REQUIRED ACTION —
Print exactly what the entries say, line by line, from the first line down to the one with "position:absolute; left:1780px; top:48px;", inclusive.

DATA FOR ANALYSIS —
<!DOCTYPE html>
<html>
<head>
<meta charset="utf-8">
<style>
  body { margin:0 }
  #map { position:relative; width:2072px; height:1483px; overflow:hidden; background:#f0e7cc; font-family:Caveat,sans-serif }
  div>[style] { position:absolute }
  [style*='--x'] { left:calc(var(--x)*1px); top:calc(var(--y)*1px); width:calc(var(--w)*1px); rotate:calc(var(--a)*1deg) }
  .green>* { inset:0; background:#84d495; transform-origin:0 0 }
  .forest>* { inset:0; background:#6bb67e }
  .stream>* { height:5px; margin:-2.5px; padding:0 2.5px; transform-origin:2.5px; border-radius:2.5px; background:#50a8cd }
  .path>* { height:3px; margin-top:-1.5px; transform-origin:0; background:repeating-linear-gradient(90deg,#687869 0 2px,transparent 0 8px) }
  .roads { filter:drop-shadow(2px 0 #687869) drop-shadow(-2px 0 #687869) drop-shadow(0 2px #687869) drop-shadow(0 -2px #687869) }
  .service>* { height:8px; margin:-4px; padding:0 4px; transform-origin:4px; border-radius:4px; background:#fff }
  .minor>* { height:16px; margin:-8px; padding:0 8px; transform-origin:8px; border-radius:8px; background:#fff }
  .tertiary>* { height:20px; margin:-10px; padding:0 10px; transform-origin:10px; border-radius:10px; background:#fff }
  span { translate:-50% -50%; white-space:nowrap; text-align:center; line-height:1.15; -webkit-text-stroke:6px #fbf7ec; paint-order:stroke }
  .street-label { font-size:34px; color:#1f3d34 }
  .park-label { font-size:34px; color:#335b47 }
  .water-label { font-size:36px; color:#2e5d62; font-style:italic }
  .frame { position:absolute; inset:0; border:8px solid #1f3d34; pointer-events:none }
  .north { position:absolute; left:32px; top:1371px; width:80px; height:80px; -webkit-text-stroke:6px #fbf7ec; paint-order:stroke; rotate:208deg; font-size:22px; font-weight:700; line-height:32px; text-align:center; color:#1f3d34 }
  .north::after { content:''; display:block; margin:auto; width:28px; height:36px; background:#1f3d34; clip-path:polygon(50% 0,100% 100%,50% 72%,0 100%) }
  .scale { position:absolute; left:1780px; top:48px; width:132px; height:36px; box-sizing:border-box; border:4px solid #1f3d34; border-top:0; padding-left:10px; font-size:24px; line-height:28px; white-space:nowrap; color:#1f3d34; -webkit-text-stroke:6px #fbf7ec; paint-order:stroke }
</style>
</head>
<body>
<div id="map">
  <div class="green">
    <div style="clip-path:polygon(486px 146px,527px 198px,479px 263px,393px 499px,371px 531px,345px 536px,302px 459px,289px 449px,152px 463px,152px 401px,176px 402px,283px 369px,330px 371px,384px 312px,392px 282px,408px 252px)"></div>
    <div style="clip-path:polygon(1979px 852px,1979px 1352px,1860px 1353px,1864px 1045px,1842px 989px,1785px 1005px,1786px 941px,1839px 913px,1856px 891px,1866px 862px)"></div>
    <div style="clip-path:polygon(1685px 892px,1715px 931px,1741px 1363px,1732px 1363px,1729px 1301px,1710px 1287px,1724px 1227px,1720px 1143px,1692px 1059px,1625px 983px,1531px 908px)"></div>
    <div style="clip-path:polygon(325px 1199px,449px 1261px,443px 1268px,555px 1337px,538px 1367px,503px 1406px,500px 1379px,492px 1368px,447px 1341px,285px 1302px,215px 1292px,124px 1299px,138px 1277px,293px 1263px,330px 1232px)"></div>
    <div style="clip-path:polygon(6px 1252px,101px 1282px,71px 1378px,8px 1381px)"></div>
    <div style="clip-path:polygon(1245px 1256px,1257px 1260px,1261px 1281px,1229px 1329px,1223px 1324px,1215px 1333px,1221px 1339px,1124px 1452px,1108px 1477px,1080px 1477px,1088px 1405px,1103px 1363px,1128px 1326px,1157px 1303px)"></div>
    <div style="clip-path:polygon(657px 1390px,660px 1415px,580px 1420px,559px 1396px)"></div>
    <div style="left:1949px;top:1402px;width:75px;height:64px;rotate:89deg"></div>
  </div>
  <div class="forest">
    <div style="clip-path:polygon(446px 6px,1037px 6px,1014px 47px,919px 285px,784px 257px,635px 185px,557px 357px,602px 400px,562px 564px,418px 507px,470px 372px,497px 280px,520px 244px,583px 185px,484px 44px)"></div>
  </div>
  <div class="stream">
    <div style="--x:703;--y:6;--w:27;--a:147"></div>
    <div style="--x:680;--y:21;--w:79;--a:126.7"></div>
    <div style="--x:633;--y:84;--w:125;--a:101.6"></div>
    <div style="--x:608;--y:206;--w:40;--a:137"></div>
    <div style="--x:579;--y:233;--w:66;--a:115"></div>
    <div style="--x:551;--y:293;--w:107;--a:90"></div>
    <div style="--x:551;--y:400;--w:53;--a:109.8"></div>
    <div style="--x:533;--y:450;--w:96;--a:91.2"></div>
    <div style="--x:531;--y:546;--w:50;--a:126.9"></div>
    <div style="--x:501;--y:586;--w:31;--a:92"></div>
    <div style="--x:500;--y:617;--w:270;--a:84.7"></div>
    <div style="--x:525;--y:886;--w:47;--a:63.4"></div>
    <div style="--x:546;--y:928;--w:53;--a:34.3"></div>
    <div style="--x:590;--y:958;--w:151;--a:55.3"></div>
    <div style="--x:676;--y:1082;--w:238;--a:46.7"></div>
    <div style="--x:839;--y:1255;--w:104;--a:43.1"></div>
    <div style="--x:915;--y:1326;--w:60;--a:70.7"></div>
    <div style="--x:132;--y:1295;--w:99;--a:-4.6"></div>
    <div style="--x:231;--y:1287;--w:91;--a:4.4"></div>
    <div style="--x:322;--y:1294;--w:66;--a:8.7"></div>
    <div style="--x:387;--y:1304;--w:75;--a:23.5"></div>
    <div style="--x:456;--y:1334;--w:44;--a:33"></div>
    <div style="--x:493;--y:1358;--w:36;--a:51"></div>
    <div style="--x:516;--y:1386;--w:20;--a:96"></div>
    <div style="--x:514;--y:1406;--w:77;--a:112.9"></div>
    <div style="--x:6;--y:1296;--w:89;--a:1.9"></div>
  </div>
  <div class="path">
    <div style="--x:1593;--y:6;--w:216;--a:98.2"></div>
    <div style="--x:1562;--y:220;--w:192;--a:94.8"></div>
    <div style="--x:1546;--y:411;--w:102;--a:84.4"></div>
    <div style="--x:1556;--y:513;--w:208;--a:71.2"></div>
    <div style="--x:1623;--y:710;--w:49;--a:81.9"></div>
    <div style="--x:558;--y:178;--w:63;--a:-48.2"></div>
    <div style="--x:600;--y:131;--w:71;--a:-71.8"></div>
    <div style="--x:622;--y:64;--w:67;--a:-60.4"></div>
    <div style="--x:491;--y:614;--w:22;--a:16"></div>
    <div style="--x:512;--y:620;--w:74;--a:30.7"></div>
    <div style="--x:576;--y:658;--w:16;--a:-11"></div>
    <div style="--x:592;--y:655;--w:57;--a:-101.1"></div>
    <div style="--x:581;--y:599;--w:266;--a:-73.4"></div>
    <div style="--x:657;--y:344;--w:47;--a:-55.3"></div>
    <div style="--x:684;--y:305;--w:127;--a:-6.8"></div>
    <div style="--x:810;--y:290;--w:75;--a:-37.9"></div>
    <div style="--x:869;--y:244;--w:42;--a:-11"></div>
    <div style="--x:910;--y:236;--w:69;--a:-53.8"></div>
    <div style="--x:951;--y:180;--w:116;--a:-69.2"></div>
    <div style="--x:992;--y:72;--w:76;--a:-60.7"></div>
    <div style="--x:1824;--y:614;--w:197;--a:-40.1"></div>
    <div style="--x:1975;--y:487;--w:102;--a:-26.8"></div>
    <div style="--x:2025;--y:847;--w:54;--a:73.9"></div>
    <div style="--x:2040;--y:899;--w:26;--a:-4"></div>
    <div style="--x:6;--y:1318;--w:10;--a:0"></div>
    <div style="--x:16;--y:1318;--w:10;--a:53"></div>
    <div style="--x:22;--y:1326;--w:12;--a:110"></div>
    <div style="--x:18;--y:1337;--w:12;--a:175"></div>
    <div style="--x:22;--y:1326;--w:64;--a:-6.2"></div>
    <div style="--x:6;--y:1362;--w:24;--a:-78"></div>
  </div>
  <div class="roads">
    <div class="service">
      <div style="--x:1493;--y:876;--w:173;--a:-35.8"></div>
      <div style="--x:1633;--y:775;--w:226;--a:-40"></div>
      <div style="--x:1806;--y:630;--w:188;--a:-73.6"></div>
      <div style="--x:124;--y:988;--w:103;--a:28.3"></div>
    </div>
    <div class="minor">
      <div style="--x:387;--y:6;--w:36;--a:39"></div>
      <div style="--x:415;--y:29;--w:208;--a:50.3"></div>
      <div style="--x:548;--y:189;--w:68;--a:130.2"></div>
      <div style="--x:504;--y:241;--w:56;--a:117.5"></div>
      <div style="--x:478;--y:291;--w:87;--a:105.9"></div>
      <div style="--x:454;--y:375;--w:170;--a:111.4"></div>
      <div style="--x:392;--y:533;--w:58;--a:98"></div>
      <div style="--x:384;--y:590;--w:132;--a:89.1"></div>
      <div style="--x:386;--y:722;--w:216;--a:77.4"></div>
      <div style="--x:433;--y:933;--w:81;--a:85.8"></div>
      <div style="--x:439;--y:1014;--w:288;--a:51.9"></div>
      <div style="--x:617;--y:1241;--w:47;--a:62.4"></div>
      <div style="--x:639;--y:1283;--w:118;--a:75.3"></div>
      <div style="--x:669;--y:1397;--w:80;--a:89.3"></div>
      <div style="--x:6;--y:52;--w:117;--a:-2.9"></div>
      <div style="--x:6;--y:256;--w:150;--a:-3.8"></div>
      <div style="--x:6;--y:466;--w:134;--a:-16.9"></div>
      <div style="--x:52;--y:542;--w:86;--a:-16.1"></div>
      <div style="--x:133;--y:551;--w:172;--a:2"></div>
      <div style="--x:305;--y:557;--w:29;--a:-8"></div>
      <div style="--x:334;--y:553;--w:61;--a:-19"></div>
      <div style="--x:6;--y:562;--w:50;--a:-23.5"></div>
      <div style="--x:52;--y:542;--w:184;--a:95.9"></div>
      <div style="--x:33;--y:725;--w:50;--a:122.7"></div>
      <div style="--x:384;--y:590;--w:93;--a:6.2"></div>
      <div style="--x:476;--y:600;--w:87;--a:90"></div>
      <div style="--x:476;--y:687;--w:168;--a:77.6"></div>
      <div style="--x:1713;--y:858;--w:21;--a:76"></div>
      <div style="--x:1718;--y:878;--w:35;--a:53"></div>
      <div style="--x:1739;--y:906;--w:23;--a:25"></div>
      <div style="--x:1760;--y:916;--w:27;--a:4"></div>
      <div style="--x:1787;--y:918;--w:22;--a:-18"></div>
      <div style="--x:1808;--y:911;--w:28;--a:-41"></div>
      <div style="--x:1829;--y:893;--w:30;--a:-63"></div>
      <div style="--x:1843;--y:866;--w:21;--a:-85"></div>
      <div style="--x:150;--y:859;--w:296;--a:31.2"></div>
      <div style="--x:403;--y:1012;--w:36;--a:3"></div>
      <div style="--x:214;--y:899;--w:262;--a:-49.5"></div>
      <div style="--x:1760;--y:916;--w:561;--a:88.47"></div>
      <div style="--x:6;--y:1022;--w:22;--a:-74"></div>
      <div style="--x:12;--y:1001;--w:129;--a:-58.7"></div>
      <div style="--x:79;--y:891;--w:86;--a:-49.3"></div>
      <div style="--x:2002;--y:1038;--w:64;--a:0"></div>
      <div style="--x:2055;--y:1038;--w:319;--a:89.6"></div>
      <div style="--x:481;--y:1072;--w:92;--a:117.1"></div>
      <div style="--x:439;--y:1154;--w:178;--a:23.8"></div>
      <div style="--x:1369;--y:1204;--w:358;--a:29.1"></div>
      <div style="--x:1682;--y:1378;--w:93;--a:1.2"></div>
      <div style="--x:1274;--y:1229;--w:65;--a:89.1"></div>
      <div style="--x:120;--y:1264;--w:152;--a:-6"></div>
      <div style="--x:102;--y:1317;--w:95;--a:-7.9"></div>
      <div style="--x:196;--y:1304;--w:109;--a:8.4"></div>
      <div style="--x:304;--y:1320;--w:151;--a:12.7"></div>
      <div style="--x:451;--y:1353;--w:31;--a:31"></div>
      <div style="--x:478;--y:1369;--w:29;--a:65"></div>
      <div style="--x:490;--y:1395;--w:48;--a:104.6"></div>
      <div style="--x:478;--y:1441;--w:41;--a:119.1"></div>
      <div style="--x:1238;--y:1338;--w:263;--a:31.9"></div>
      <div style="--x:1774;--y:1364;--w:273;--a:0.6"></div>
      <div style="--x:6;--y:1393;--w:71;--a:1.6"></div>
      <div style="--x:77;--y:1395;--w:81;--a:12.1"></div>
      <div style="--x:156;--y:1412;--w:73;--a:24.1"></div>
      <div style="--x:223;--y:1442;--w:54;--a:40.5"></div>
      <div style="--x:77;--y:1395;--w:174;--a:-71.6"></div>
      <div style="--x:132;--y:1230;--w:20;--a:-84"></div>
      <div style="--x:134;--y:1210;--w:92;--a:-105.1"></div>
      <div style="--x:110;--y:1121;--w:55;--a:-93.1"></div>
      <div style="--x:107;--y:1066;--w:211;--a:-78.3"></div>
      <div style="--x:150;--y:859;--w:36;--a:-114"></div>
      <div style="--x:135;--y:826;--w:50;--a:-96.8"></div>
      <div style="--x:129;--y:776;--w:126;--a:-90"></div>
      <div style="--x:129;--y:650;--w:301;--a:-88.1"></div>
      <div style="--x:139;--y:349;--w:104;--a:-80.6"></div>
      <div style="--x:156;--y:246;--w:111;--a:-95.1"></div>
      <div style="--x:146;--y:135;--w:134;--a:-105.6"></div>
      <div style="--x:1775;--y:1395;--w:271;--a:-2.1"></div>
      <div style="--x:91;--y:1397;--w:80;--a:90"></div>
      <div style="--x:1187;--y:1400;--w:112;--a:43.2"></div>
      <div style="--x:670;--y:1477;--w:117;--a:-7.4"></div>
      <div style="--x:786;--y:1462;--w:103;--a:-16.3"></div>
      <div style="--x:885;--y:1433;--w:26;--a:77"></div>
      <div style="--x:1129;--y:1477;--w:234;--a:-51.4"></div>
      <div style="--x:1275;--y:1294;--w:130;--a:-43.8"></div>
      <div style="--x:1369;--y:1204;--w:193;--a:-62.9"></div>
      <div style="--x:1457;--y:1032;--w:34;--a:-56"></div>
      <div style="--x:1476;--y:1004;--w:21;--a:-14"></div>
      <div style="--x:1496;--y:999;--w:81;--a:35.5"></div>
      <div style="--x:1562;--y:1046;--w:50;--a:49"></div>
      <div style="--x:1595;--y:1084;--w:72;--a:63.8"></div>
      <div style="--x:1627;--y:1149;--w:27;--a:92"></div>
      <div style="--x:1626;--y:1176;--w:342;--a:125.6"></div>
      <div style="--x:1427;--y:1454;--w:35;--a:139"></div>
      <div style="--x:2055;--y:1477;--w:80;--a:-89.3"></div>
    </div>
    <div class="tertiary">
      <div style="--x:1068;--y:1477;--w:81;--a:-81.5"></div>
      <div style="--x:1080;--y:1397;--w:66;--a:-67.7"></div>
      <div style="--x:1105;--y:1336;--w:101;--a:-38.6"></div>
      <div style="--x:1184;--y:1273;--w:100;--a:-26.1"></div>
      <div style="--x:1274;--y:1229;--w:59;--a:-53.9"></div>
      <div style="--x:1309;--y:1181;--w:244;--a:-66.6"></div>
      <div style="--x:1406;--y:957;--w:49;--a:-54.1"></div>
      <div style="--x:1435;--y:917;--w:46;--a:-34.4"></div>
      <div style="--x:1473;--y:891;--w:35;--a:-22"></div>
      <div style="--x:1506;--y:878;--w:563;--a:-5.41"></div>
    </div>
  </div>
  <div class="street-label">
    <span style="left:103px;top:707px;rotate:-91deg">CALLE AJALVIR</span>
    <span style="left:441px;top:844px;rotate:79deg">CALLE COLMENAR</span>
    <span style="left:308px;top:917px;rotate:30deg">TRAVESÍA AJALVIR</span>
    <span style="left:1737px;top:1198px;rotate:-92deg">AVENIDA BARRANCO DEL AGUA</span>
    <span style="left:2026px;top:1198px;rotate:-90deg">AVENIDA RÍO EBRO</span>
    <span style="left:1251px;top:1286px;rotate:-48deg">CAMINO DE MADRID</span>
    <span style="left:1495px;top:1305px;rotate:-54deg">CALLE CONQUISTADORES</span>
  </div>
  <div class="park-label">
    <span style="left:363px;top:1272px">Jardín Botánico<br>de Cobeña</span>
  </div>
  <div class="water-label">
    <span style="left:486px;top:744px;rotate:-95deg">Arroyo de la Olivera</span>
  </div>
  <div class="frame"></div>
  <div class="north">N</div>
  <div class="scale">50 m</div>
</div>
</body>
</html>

RESULT OF THIS EXERCISE —
<!DOCTYPE html>
<html>
<head>
<meta charset="utf-8">
<style>
  body { margin:0 }
  #map { position:relative; width:2072px; height:1483px; overflow:hidden; background:#f0e7cc; font-family:Caveat,sans-serif }
  div>[style] { position:absolute }
  [style*='--x'] { left:calc(var(--x)*1px); top:calc(var(--y)*1px); width:calc(var(--w)*1px); rotate:calc(var(--a)*1deg) }
  .green>* { inset:0; background:#84d495; transform-origin:0 0 }
  .forest>* { inset:0; background:#6bb67e }
  .stream>* { height:5px; margin:-2.5px; padding:0 2.5px; transform-origin:2.5px; border-radius:2.5px; background:#50a8cd }
  .path>* { height:3px; margin-top:-1.5px; transform-origin:0; background:repeating-linear-gradient(90deg,#687869 0 2px,transparent 0 8px) }
  .roads { filter:drop-shadow(2px 0 #687869) drop-shadow(-2px 0 #687869) drop-shadow(0 2px #687869) drop-shadow(0 -2px #687869) }
  .service>* { height:8px; margin:-4px; padding:0 4px; transform-origin:4px; border-radius:4px; background:#fff }
  .minor>* { height:16px; margin:-8px; padding:0 8px; transform-origin:8px; border-radius:8px; background:#fff }
  .tertiary>* { height:20px; margin:-10px; padding:0 10px; transform-origin:10px; border-radius:10px; background:#fff }
  span { translate:-50% -50%; white-space:nowrap; text-align:center; line-height:1.15; -webkit-text-stroke:6px #fbf7ec; paint-order:stroke }
  .street-label { font-size:34px; color:#1f3d34 }
  .park-label { font-size:34px; color:#335b47 }
  .water-label { font-size:36px; color:#2e5d62; font-style:italic }
  .frame { position:absolute; inset:0; border:8px solid #1f3d34; pointer-events:none }
  .north { position:absolute; left:32px; top:1371px; width:80px; height:80px; -webkit-text-stroke:6px #fbf7ec; paint-order:stroke; rotate:208deg; font-size:22px; font-weight:700; line-height:32px; text-align:center; color:#1f3d34 }
  .north::after { content:''; display:block; margin:auto; width:28px; height:36px; background:#1f3d34; clip-path:polygon(50% 0,100% 100%,50% 72%,0 100%) }
  .scale { position:absolute; left:1780px; top:48px; width:132px; height:36px; box-sizing:border-box; border:4px solid #1f3d34; border-top:0; padding-left:10px; font-size:24px; line-height:28px; white-space:nowrap; color:#1f3d34; -webkit-text-stroke:6px #fbf7ec; paint-order:stroke }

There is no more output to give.